Open rajagurunath opened 3 years ago
Hi @rajagurunath
I really like this idea. I am also not an expert in dbt
, but I see it popping up in many discussions around data engineering in the last months - so it should definitely be on our agenda. Having a quick look into the dbt
documentation, I have seen the following things:
create schema
(currently there is just a single schema, but that is something we should fix in the long run anyway https://github.com/nils-braun/dask-sql/issues/203) and the other is the create table
: dask-sql does not have a robust persistent metadata store where we actually create the tables. All we do is add a reference in the in-memory dictionary. I have no idea if that is enough for dbt (because it will be gone whenever the dask-sql server is restarted).Maybe, if you have already tested the macros with dbt-presto
can you summarize your findings here? That would be cool!
And last but not least I would be very interested in the opinion of @goodwanghan - because I think fugue-sql and dbt share some common goals. Han, have you worked with dbt already? How does it relate to fugue-sql?

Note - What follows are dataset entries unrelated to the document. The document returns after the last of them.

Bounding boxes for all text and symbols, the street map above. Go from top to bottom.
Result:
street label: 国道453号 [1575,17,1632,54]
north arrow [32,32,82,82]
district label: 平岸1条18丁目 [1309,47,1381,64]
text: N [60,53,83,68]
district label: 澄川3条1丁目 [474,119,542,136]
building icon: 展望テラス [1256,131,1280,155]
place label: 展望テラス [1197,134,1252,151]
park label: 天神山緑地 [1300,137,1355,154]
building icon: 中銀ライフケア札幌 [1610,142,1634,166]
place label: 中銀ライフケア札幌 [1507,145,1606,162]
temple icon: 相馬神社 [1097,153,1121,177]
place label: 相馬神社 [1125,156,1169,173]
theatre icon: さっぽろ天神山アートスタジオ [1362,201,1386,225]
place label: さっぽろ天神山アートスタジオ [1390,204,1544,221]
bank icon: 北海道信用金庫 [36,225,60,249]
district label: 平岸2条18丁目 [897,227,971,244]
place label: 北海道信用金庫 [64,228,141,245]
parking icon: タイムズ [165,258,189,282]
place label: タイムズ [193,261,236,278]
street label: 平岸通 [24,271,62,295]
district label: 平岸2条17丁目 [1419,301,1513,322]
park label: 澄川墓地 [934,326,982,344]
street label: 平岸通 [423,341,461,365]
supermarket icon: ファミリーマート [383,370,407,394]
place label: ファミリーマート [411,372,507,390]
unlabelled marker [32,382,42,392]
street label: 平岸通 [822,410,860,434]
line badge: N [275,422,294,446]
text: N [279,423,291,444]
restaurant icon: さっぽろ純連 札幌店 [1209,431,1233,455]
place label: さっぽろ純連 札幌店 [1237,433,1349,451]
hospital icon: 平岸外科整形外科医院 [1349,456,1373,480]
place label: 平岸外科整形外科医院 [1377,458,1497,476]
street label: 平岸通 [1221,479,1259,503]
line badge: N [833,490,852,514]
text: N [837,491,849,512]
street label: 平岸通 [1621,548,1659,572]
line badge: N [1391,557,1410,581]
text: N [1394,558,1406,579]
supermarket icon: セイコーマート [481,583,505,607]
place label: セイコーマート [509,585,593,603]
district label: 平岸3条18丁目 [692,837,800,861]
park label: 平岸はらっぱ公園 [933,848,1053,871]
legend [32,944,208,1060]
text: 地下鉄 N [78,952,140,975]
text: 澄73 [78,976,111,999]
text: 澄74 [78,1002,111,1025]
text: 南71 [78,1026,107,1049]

Not completed my exploration on dbt + presto (dask_sql), But here are few findings so far (Apologies if something was wrong) :
DB Connection, TRANSACTION, and Execution:
SQL compatibility:
It seems from above links, adapters.sql must implement following two functions all other macros are optional
get_columns_in_relation (so far no issue with this query not sure where it will work in real scenerios)
describe table '{{ relation.identifier }}'
# relation.identifier get replaced with table name
list_relations_without_caching
select table_catalog as database,
table_name as name,
table_schema as schema,
case when table_type = 'BASE TABLE' then 'table'
when table_type = 'VIEW' then 'view'
else table_type
end as table_type
from {{ relation.schema }}.information_schema
I temporarily created the information_schema table and registered it in the context as a temporary fix.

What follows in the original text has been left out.